Foreign exchange (forex) reserves surged to US$127.9 billion in April on the back of the government’s issuance of US dollar-denominated bonds in the same month, Bank Indonesia announced Friday.
The current reserves level, an increase from $121 billion in March, is estimated to be sufficient to support 7.5 months of imports and to bear the payment for the government’s short-term debts, according to the central bank.
It is also deemed to be above the international adequacy standard of about three months’ worth of imports.
“The increase in forex reserves in April was due to the government’s global bonds issuance,” the central bank said in a statement.
The government sold dollar-denominated bonds worth $4.3 billion in early April to finance its widening budget deficit and fund its fight against COVID-19, which has impacted the economy.
The bond includes the longest-dated dollar bond ever issued by an Asian nation of 50-year tenure.
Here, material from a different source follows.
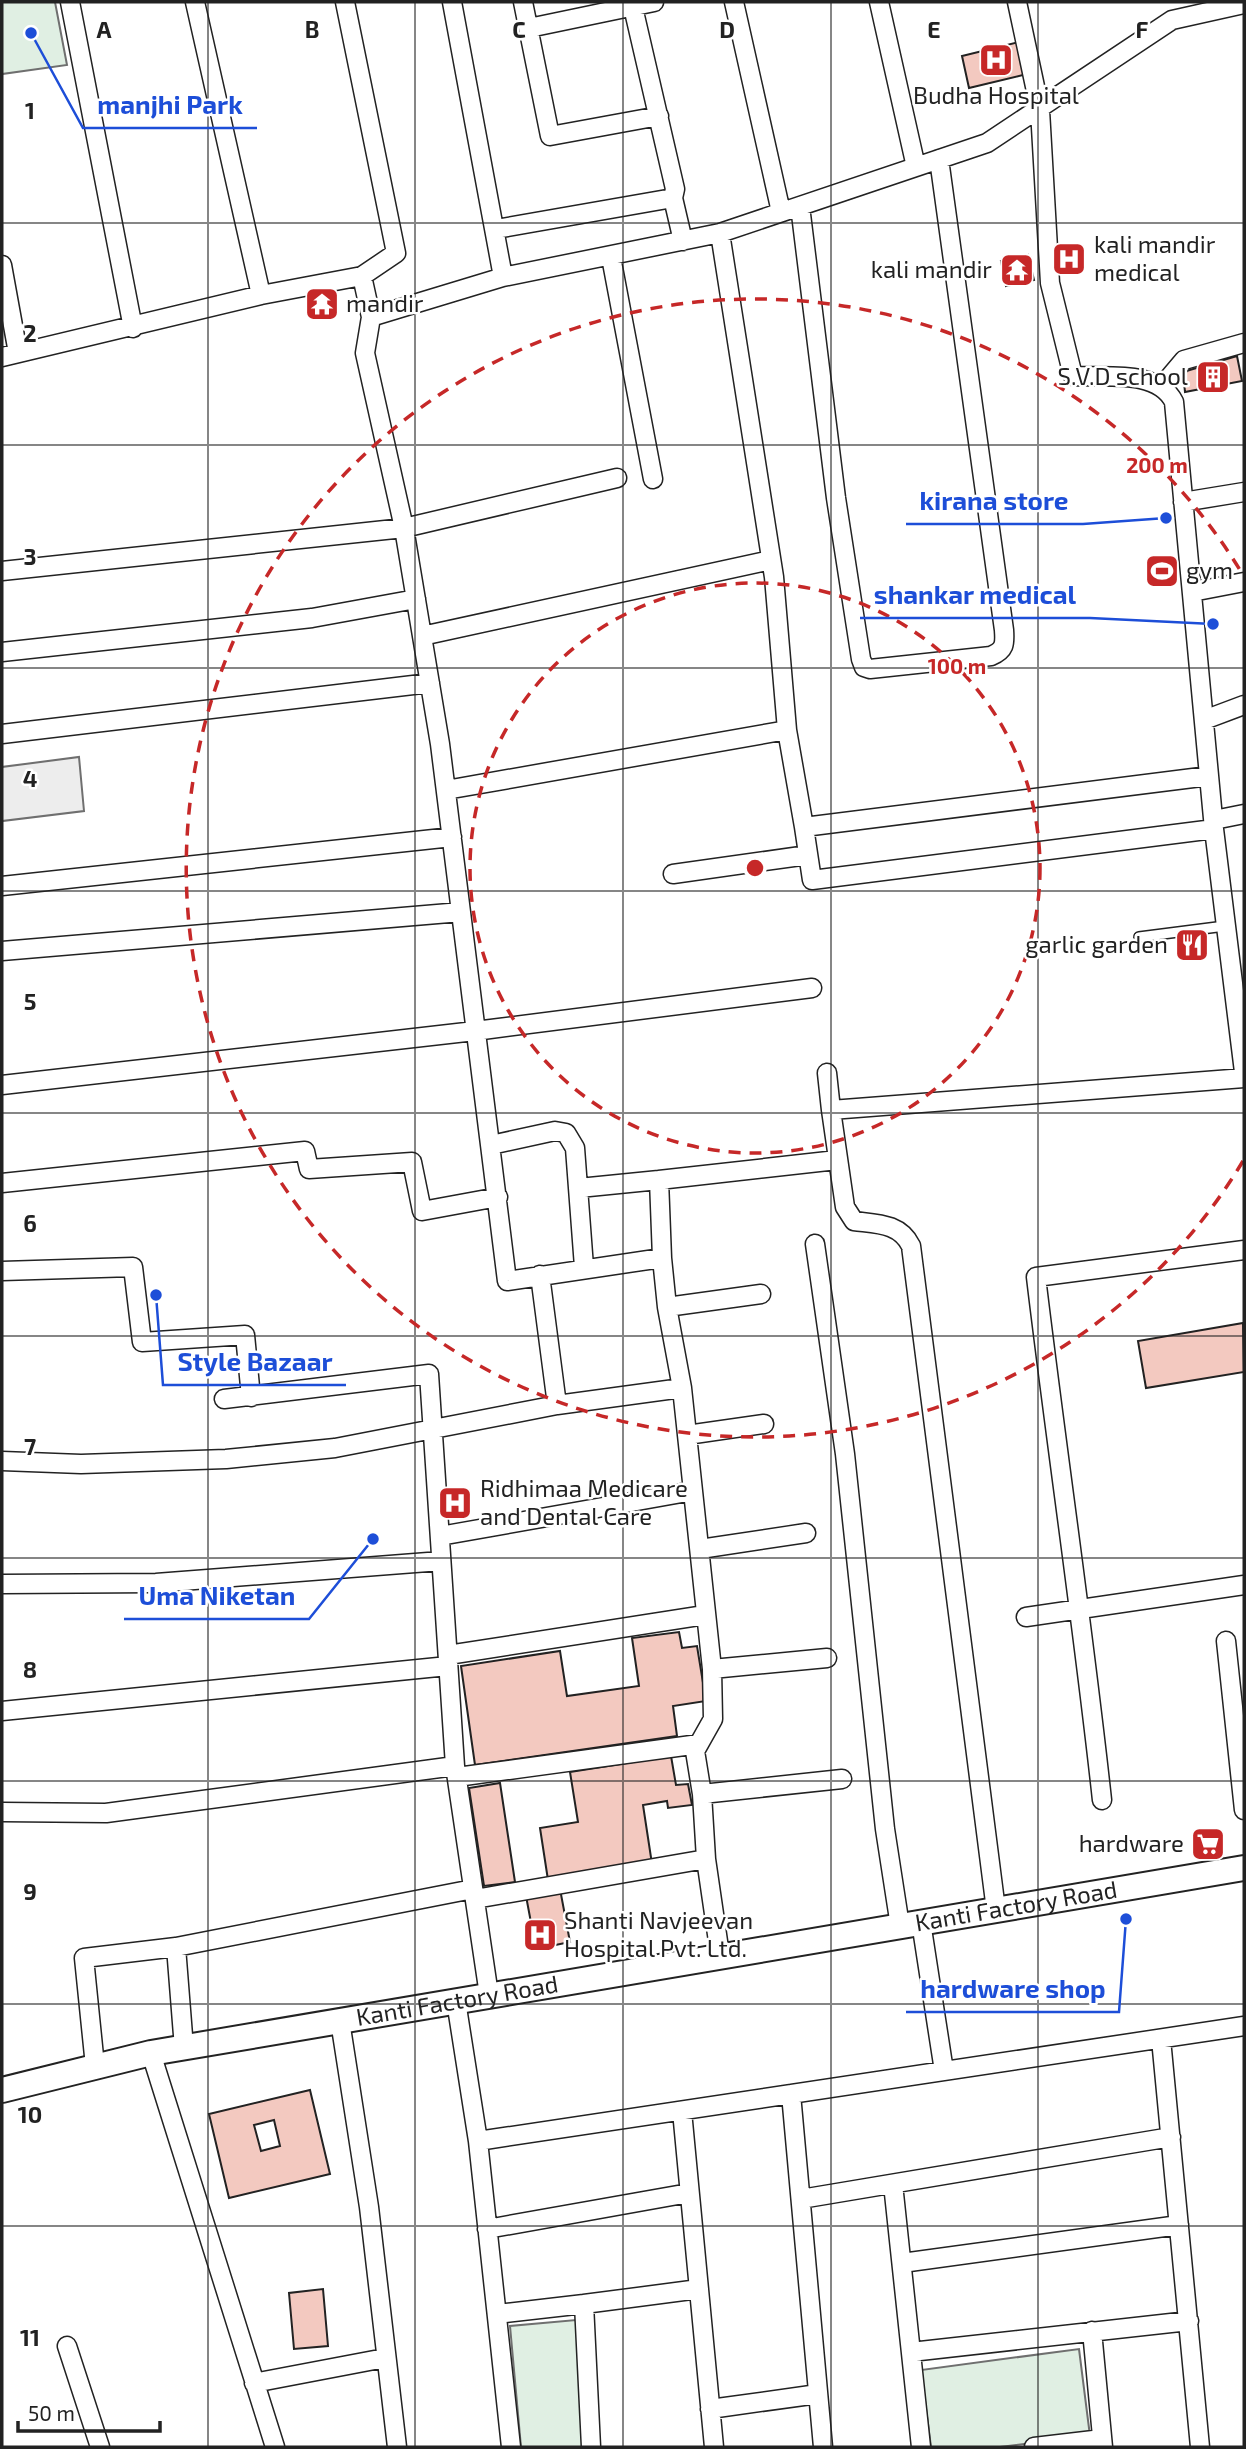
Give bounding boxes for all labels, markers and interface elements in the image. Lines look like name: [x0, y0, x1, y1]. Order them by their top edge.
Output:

BI is of the view that the current reserve level is “strong enough” to support the country’s resilience to external factors, as well as to maintain macroeconomic and financial system stability.
Forex reserves dropped by around $9 billion in March when BI stepped up rupiah intervention amid pandemic-related capital outflows, as foreign investors dumped Indonesian assets of around Rp 120 trillion ($8.03 billion) and flocked to safe-haven assets.
The government expects a widening budget deficit of 5.07 percent as it struggles to finance the fight against the outbreak.
It has announced Rp 436.1 trillion worth of stimulus packages to boost healthcare spending, social spending and tax incentives, among others.